Denise Moussa,Germans Hirsch,Christian Riess
DOI: https://doi.org/10.1007/978-3-031-37742-6_22
2024-05-03
Abstract:Freely available and easy-to-use audio editing tools make it straightforward to perform audio splicing. Convincing forgeries can be created by combining various speech samples from the same person. Detection of such splices is important both in the public sector when considering misinformation, and in a legal context to verify the integrity of evidence. Unfortunately, most existing detection algorithms for audio splicing use handcrafted features and make specific assumptions. However, criminal investigators are often faced with audio samples from unconstrained sources with unknown characteristics, which raises the need for more generally applicable methods. With this work, we aim to take a first step towards unconstrained audio splicing detection to address this need. We simulate various attack scenarios in the form of post-processing operations that may disguise splicing. We propose a Transformer sequence-to-sequence (seq2seq) network for splicing detection and localization. Our extensive evaluation shows that the proposed method outperforms existing dedicated approaches for splicing detection [3, 10] as well as the general-purpose networks EfficientNet [28] and RegNet [25].

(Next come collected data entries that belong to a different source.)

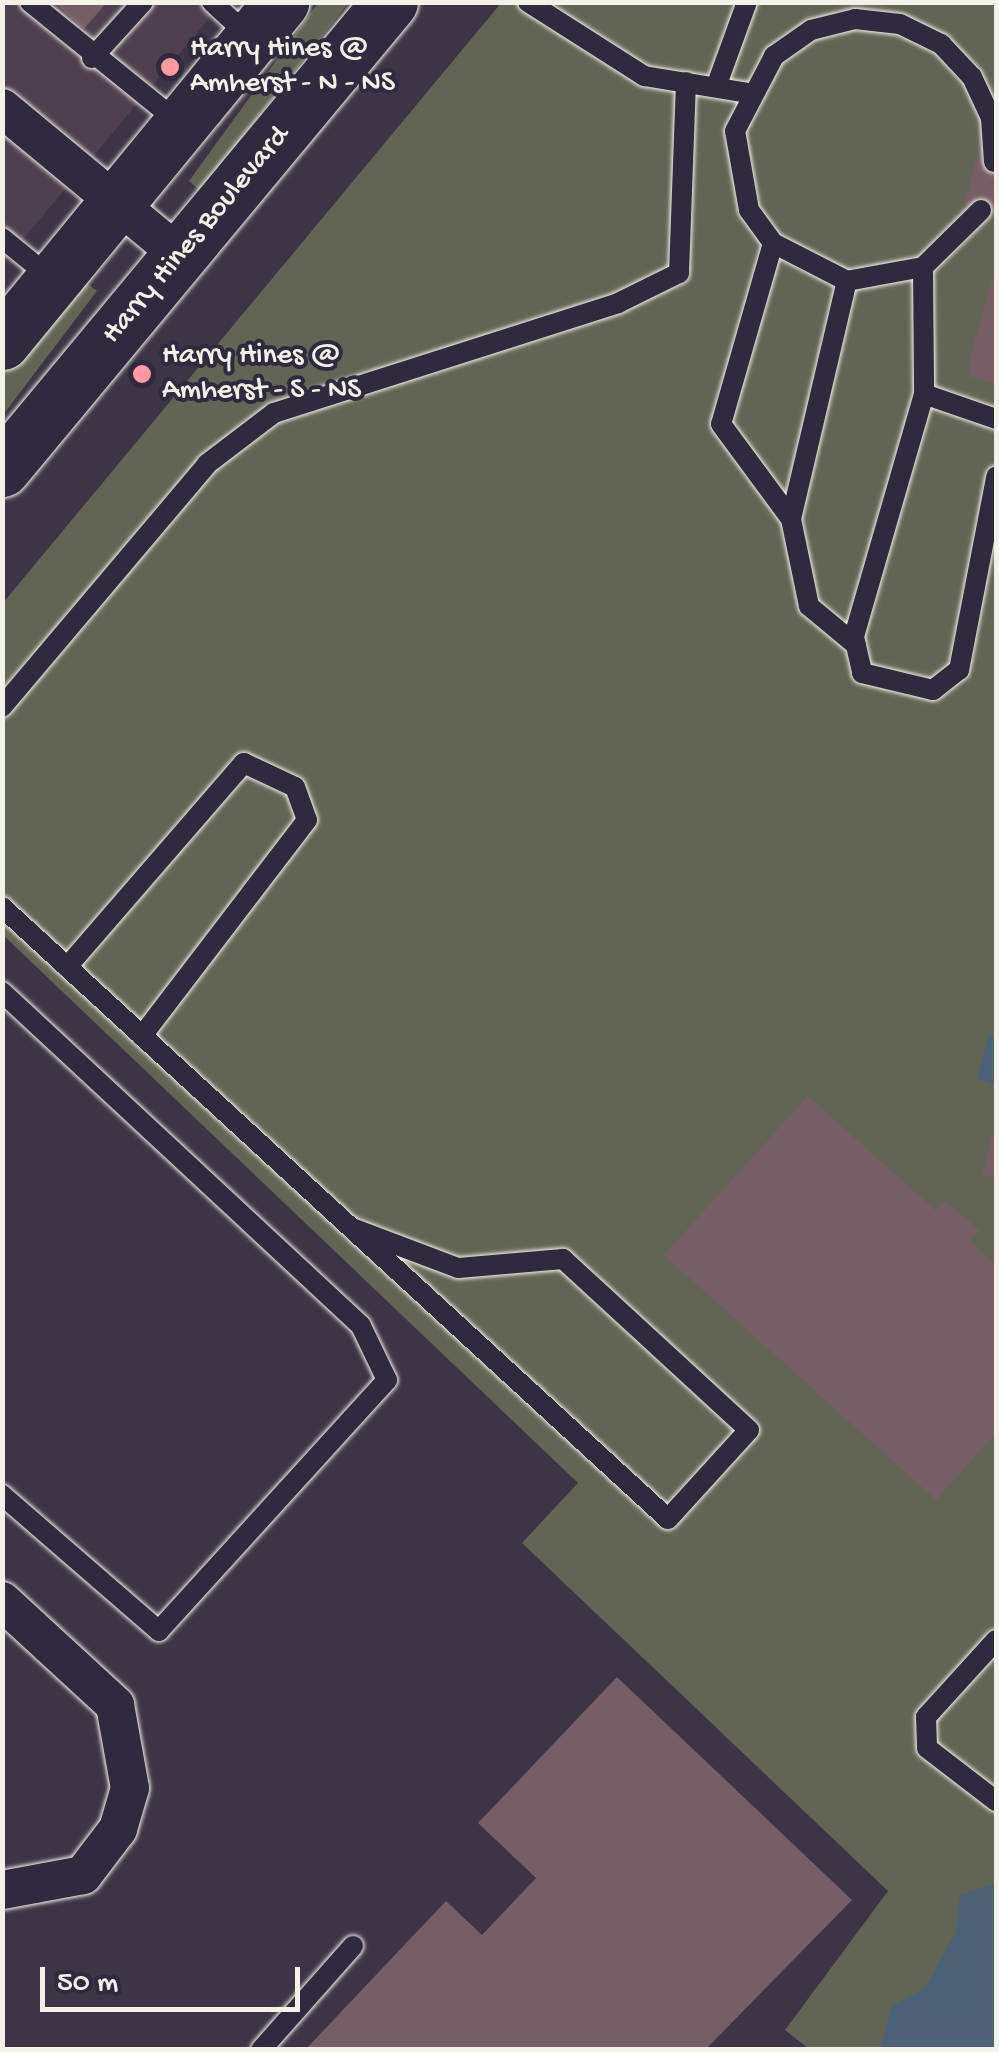 <!DOCTYPE html>
<style>
body{margin:0}
#map{position:relative;width:999px;height:2052px;overflow:hidden;background:#3d3445;font-family:"Gochi Hand",sans-serif}
div>[style]{position:absolute}
[style*='--x']{left:calc(var(--x)*1px);top:calc(var(--y)*1px);width:calc(var(--w)*1px);rotate:calc(var(--a)*1deg)}
.built>*{inset:0;background:#4e414f}
.green>*{inset:0;background:#626456}
.water>*{inset:0;background:#4c6277}
.building>*{inset:0;background:#765e66}
.roads{filter:drop-shadow(0 0 2px #f4f1e8) drop-shadow(0 0 2px #f4f1e8)}
.lane>*{height:20px;margin:-10px;padding:0 10px;transform-origin:10px;border-radius:10px;background:#2f2a3d}
.street>*{height:38px;margin:-19px;padding:0 19px;transform-origin:19px;border-radius:19px;background:#2f2a3d}
.primary>*{height:55px;margin:-27.5px;padding:0 27.5px;transform-origin:27.5px;border-radius:27.5px;background:#2f2a3d}
.dots>*{width:28px;height:28px;translate:-50% -50%;box-sizing:border-box;border:5px solid #2f2a3d;border-radius:50%}
span{translate:-50% -50%;white-space:nowrap;text-align:center;line-height:1.15;-webkit-text-stroke:8px #2f2a3d;paint-order:stroke}
.poi-label{font-size:30px;color:#f4f1e8}
.left{translate:0 -50%;text-align:left}
.street-label{font-size:30px;color:#f4f1e8}
.frame{position:absolute;inset:0;border:5px solid #f4f1e8;pointer-events:none}
.scale{position:absolute;left:40px;top:1967px;width:260px;height:45px;box-sizing:border-box;border:5px solid #f4f1e8;border-top:0;padding-left:12px;font-size:30px;line-height:35px;white-space:nowrap;color:#f4f1e8;-webkit-text-stroke:8px #2f2a3d;paint-order:stroke}
</style>
<div id="map">
<div class="built">
<div style="clip-path:polygon(3px 3px,222px 3px,3px 263px)"></div>
</div>
<div class="green">
<div style="clip-path:polygon(318px 3px,348px 3px,200px 191px,189px 181px)"></div>
<div style="clip-path:polygon(501px 3px,996px 3px,996px 2049px,809px 2049px,785px 2030px,888px 1891px,522px 1543px,578px 1483px,3px 935px,2px 604px)"></div>
<div style="clip-path:polygon(81px 279px,97px 291px,3px 415px,3px 374px)"></div>
</div>
<div class="water">
<div style="clip-path:polygon(989px 1034px,996px 1036px,996px 1085px,977px 1079px)"></div>
<div style="clip-path:polygon(996px 1883px,996px 2049px,880px 2049px,892px 2006px,925px 1988px,956px 1932px,960px 1895px)"></div>
</div>
<div class="building">
<div style="clip-path:polygon(54px 2px,107px 2px,84px 29px)"></div>
<div style="clip-path:polygon(977px 157px,996px 162px,996px 214px,964px 205px)"></div>
<div style="clip-path:polygon(996px 264px,996px 384px,969px 376px,969px 361px)"></div>
<div style="clip-path:polygon(808px 1096px,935px 1210px,945px 1200px,980px 1231px,970px 1241px,996px 1266px,996px 1433px,936px 1500px,664px 1255px)"></div>
<div style="clip-path:polygon(992px 1134px,996px 1135px,996px 1178px,982px 1175px)"></div>
<div style="clip-path:polygon(617px 1677px,852px 1900px,705px 2050px,305px 2050px,446px 1901px,482px 1935px,536px 1878px,478px 1823px)"></div>
</div>
<div class="roads">
<div class="lane">
<div style="--x:30;--y:2;--w:189;--a:39"></div>
<div style="--x:212;--y:2;--w:53;--a:42.7"></div>
<div style="--x:528;--y:2;--w:138;--a:32.5"></div>
<div style="--x:644;--y:76;--w:105;--a:9.3"></div>
<div style="--x:92;--y:58;--w:76;--a:-47.7"></div>
<div style="--x:716;--y:87;--w:90;--a:-70"></div>
<div style="--x:981;--y:210;--w:81;--a:135.5"></div>
<div style="--x:923;--y:267;--w:77;--a:169.6"></div>
<div style="--x:847;--y:281;--w:83;--a:-152.8"></div>
<div style="--x:773;--y:243;--w:41;--a:-126"></div>
<div style="--x:749;--y:210;--w:80;--a:-100"></div>
<div style="--x:735;--y:131;--w:85;--a:-62.5"></div>
<div style="--x:774;--y:56;--w:45;--a:-35.1"></div>
<div style="--x:811;--y:30;--w:45;--a:-14"></div>
<div style="--x:855;--y:19;--w:45;--a:6.3"></div>
<div style="--x:900;--y:24;--w:46;--a:26"></div>
<div style="--x:941;--y:44;--w:45;--a:46.8"></div>
<div style="--x:972;--y:77;--w:45;--a:65.1"></div>
<div style="--x:991;--y:118;--w:44;--a:86.1"></div>
<div style="--x:2;--y:238;--w:63;--a:39.2"></div>
<div style="--x:773;--y:243;--w:188;--a:106"></div>
<div style="--x:721;--y:424;--w:118;--a:53.6"></div>
<div style="--x:791;--y:519;--w:89;--a:78.3"></div>
<div style="--x:809;--y:606;--w:61;--a:39.7"></div>
<div style="--x:923;--y:267;--w:127;--a:89.5"></div>
<div style="--x:924;--y:394;--w:253;--a:106.1"></div>
<div style="--x:854;--y:637;--w:37;--a:77"></div>
<div style="--x:862;--y:673;--w:73;--a:13.5"></div>
<div style="--x:933;--y:690;--w:33;--a:-38"></div>
<div style="--x:959;--y:670;--w:197;--a:-79.1"></div>
<div style="--x:924;--y:394;--w:76;--a:19.1"></div>
<div style="--x:791;--y:519;--w:244;--a:-76.8"></div>
<div style="--x:2;--y:707;--w:318;--a:-49.8"></div>
<div style="--x:207;--y:464;--w:84;--a:-37.3"></div>
<div style="--x:274;--y:413;--w:361;--a:-17.7"></div>
<div style="--x:618;--y:303;--w:68;--a:-26.2"></div>
<div style="--x:679;--y:273;--w:191;--a:-87.9"></div>
<div style="--x:2;--y:907;--w:904;--a:42.58"></div>
<div style="--x:668;--y:1519;--w:120;--a:-47.7"></div>
<div style="--x:749;--y:1430;--w:253;--a:-137.4"></div>
<div style="--x:563;--y:1259;--w:105;--a:175.1"></div>
<div style="--x:458;--y:1268;--w:113;--a:-159.3"></div>
<div style="--x:67;--y:967;--w:270;--a:-49.1"></div>
<div style="--x:244;--y:763;--w:56;--a:25.2"></div>
<div style="--x:295;--y:787;--w:35;--a:70"></div>
<div style="--x:307;--y:820;--w:272;--a:127.4"></div>
<div style="--x:2;--y:992;--w:490;--a:42.9"></div>
<div style="--x:361;--y:1326;--w:60;--a:64.3"></div>
<div style="--x:387;--y:1380;--w:339;--a:132.3"></div>
<div style="--x:159;--y:1631;--w:208;--a:-139.1"></div>
<div style="--x:996;--y:1640;--w:104;--a:132.3"></div>
<div style="--x:926;--y:1717;--w:31;--a:88"></div>
<div style="--x:927;--y:1748;--w:87;--a:37.5"></div>
<div style="--x:261;--y:2050;--w:139;--a:-48.5"></div>
</div>
<div class="street">
<div style="--x:2;--y:108;--w:232;--a:39.6"></div>
<div style="--x:2;--y:1601;--w:154;--a:42.6"></div>
<div style="--x:115;--y:1705;--w:84;--a:79.8"></div>
<div style="--x:130;--y:1788;--w:43;--a:106.3"></div>
<div style="--x:118;--y:1829;--w:58;--a:127.3"></div>
<div style="--x:83;--y:1875;--w:82;--a:169.5"></div>
</div>
<div class="primary">
<div style="--x:2;--y:342;--w:440;--a:-50.6"></div>
<div style="--x:2;--y:469;--w:607;--a:-50.28"></div>
</div>
</div>
<div class="dots">
<div style="left:170px;top:67px;background:#ff9aa2"></div>
<div style="left:142px;top:374px;background:#ff9aa2"></div>
</div>
<div class="poi-label">
<span class="left" style="left:190px;top:67px">Harry Hines @<br>Amherst - N - NS</span>
<span class="left" style="left:162px;top:374px">Harry Hines @<br>Amherst - S - NS</span>
</div>
<div class="street-label">
<span style="left:197px;top:236px;rotate:-50deg">Harry Hines Boulevard</span>
</div>
<div class="frame"></div>
<div class="scale">50 m</div>
</div>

Sound,Artificial Intelligence,Computer Vision and Pattern Recognition,Audio and Speech Processing
What problem does this paper attempt to address?
The problem that this paper attempts to solve is the limitations of audio splicing detection and location in practical applications. Most of the current audio splicing detection algorithms rely on hand - designed features and work well on data under specific conditions, but perform poorly when dealing with audio samples from unrestricted sources. These samples usually have unknown characteristics, such as different recording environments or having undergone multiple compression processes. Therefore, an important problem faced by researchers is to develop a more general - purpose method that can effectively detect and locate audio splicing points in various situations. Specifically, the main objectives of the paper include: 1. **Propose a new method**: Use the Transformer sequence - to - sequence (seq2seq) network to detect and locate audio splicing points. This method aims to overcome the limitations of existing methods and provide a more widely applicable solution. 2. **Simulate multiple attack scenarios**: By simulating different post - processing operations (such as MP3 and AMR - NB compression, adding synthetic and real noise, etc.), test the robustness of the method in the face of disguised splicing points. 3. **Evaluate the effectiveness of the method**: Compare with existing methods specifically for audio splicing detection (such as methods based on hand - crafted features and neural network methods) and general - purpose deep - learning models (such as EfficientNet and RegNet) to verify the performance of the proposed method. Through these objectives, the paper aims to promote the development of audio splicing detection technology, making it more suitable for information verification in the public sector and evidence review in the legal field.